During the 1960s, further expansion was carried out on the site, following fundraising by Father Edourd Giraud, with the construction of a parish hall and a presbytery. Later, Father John Hsiong carried out renovations, moved the organ and choir to the ground floor, built a raised pulpit, and removed the altar rails. In order to generate income for future maintenance of the church he opened a four-storey hostel next to the church named "Terrien House" after the founder of the church, Father Terrien. In 2003, part of the church was closed after wooden beams and louvres were found to be affected by termite infestation and were replaced, and later 22 new stained glass windows were installed.

== Architecture ==
The design of the church is based on the Gothic architectural style with characteristic lancet doors and windows with tracery and pointed arches. The shape follows the traditional cruciform plan with nave and transepts. A projecting bell tower is positioned above the entrance as part of the steeple which is surmounted by a cross finial. Mandarin characters were added in the 1950s on the facade reflecting its Chinese parishioner base.
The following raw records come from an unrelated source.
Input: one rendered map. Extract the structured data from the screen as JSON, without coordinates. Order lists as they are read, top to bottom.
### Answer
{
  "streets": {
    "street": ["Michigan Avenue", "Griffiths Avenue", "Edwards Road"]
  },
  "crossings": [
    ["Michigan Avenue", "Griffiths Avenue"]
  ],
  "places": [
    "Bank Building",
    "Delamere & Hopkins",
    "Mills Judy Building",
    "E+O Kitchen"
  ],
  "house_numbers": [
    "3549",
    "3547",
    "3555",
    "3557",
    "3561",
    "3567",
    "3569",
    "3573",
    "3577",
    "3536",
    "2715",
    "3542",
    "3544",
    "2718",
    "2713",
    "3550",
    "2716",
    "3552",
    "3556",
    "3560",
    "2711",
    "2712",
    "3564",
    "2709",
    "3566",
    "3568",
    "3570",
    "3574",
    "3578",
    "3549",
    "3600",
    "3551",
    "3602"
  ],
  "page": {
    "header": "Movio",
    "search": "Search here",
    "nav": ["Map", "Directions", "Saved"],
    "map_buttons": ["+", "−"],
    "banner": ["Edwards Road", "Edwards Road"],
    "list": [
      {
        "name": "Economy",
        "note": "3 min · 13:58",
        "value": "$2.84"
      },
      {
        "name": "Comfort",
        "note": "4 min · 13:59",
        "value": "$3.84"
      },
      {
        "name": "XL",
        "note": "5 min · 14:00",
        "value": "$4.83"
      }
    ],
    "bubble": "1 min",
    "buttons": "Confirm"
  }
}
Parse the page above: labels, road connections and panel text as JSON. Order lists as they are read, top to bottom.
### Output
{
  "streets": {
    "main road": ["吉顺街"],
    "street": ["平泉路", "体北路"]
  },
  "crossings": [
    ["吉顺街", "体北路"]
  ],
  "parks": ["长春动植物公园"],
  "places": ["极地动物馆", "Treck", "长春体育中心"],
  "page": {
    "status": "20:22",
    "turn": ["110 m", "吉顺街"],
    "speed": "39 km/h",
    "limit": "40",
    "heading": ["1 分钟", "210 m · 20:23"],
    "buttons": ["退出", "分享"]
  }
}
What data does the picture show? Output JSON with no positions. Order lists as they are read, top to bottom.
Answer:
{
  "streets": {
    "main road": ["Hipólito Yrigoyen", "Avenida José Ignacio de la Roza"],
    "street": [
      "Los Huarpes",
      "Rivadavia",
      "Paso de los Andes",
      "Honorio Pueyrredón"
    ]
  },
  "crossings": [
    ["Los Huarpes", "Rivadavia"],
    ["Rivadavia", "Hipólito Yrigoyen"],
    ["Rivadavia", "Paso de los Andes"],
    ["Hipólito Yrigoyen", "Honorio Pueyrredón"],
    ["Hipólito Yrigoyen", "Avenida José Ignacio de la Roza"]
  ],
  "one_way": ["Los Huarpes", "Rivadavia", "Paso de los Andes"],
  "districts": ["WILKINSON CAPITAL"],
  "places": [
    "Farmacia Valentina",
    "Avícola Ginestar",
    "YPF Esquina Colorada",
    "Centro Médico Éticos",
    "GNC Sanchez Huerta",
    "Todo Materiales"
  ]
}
The interior has a rib-vaulted nave with double aisles and Romanesque columns. Statues of disciples stand around the walls, and stained glass windows portray themes of the Rosary, including the oldest dating from the founding of the church behind the altar portraying: "the Annunciation", "the Nativity", "the Visitation", "the Presentation at the Temple", and "the Finding of the Child Jesus at the Temple".